* [Records for processing]
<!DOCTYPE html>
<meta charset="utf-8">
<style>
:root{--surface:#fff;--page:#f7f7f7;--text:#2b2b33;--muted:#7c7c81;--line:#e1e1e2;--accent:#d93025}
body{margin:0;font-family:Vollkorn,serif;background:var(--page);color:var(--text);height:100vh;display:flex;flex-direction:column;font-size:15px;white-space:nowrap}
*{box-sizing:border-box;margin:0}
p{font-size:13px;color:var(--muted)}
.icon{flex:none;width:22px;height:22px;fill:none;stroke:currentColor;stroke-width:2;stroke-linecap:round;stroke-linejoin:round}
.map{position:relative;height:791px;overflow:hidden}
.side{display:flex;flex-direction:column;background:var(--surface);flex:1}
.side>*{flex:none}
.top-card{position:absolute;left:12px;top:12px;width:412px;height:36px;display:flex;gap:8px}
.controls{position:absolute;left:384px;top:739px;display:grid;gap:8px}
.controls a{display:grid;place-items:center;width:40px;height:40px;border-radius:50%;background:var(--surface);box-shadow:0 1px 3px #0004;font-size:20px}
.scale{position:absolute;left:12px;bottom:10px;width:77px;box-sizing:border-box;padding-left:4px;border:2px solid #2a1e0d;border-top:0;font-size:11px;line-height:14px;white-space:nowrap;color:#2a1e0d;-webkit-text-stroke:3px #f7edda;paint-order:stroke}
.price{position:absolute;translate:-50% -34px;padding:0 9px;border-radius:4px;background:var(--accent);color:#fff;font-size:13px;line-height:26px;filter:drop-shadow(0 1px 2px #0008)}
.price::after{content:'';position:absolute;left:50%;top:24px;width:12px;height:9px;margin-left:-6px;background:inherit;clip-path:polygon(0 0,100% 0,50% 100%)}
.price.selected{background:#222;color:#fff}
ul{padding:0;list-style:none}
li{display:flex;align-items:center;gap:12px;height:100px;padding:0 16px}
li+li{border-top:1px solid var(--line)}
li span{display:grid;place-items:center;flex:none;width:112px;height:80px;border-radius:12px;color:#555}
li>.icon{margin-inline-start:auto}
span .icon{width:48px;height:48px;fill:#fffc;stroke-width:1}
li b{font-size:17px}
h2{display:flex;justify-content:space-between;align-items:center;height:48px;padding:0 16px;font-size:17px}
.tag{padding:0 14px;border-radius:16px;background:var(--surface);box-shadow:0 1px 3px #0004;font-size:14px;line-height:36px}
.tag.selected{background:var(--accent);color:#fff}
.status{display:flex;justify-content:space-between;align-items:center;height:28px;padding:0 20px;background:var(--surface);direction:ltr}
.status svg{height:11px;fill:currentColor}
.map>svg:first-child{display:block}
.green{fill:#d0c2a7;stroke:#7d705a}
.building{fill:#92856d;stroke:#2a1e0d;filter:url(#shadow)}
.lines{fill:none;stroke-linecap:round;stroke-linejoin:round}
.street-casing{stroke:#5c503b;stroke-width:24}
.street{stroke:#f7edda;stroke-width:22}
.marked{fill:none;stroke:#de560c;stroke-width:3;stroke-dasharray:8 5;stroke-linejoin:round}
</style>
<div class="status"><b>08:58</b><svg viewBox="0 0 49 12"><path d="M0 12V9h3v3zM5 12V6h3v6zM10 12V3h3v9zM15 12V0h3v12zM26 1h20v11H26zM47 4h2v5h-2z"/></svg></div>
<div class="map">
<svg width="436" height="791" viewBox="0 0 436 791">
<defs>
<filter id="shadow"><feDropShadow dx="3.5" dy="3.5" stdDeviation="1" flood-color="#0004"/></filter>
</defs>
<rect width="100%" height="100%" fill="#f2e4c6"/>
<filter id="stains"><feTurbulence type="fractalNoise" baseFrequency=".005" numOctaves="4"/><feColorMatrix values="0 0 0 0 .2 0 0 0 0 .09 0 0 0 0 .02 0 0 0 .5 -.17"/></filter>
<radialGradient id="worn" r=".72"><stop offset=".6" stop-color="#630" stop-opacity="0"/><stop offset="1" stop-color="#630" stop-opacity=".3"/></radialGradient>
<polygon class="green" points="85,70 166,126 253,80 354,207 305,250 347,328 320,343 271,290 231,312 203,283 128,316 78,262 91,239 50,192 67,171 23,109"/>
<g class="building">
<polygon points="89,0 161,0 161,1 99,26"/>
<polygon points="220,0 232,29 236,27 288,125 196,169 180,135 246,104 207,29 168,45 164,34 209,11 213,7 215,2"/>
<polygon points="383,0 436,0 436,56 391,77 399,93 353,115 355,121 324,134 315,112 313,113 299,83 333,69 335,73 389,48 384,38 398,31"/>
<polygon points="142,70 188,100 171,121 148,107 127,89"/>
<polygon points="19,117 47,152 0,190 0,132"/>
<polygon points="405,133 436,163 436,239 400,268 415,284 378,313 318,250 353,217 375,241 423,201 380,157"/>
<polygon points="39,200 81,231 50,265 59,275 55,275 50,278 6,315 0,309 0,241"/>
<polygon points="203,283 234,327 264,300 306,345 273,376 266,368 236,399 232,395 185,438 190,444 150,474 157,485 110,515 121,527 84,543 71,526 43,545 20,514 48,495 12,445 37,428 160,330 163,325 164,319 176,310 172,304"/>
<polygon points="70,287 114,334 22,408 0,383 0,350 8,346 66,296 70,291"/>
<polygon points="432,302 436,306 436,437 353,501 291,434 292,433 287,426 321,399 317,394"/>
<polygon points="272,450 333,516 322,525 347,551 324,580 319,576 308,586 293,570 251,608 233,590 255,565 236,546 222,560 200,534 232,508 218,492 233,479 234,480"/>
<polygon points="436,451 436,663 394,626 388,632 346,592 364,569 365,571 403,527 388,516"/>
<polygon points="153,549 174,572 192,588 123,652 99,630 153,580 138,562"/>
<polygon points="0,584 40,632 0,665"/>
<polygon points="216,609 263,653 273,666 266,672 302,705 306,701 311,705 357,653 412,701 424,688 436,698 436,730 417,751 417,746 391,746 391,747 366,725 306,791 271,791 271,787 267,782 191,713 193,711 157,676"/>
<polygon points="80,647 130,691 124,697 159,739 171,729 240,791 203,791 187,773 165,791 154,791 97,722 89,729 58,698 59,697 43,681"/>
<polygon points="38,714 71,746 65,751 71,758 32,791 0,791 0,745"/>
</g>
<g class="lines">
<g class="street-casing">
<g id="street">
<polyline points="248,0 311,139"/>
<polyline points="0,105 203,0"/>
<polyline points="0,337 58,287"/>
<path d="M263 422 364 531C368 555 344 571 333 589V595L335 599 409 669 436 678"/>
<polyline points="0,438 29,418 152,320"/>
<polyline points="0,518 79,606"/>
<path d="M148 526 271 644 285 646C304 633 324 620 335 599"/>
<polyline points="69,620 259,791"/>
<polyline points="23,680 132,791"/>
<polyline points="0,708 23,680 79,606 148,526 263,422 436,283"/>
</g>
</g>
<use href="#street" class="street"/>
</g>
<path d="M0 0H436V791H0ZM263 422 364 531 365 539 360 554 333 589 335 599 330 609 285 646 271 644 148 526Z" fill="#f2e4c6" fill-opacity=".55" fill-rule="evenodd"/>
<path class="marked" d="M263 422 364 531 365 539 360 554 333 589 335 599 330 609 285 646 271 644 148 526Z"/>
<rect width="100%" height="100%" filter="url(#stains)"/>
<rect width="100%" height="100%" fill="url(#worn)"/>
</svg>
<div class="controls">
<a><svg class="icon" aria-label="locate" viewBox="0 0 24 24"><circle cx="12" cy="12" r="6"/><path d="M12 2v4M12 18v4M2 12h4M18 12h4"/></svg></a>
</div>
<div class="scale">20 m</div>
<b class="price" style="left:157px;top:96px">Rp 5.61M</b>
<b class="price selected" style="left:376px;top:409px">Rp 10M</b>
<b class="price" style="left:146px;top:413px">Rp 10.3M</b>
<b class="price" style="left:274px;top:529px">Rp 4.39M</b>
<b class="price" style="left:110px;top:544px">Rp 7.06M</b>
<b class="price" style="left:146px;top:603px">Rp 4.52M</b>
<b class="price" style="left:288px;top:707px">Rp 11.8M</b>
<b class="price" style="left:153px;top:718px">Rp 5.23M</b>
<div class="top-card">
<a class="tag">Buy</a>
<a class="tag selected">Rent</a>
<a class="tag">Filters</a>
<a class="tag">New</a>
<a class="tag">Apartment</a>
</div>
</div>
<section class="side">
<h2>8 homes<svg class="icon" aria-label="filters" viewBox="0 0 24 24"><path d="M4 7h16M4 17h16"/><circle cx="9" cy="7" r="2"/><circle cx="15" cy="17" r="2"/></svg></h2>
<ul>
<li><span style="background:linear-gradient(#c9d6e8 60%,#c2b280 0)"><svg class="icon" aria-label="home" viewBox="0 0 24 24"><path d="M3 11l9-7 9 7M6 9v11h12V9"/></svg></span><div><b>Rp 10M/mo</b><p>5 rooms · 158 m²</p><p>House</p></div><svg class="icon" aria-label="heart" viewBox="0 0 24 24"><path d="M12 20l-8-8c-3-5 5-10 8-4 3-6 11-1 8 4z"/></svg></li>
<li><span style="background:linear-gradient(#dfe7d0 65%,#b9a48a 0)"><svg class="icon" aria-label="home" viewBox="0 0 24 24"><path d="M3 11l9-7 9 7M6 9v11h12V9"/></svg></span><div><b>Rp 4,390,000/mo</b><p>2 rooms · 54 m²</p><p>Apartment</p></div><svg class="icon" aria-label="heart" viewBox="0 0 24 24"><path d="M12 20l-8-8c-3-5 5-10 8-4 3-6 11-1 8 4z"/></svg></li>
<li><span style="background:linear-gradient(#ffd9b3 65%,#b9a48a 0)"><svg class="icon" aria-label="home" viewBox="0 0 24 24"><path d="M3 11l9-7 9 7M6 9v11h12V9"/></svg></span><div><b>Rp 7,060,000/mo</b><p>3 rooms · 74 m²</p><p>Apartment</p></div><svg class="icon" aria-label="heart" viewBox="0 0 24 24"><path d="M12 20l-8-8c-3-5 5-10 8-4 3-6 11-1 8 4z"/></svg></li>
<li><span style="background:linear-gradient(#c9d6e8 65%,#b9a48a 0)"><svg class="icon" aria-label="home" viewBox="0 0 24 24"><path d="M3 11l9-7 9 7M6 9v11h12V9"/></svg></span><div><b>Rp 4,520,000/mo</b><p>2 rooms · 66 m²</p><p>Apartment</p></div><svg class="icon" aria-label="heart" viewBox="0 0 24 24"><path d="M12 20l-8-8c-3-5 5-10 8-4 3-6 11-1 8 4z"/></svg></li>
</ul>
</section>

* [Problem to solve] Each line of the listing that contains the word "margin" must be counted. Give only the resulting figure.

* [Result for this exercise] 4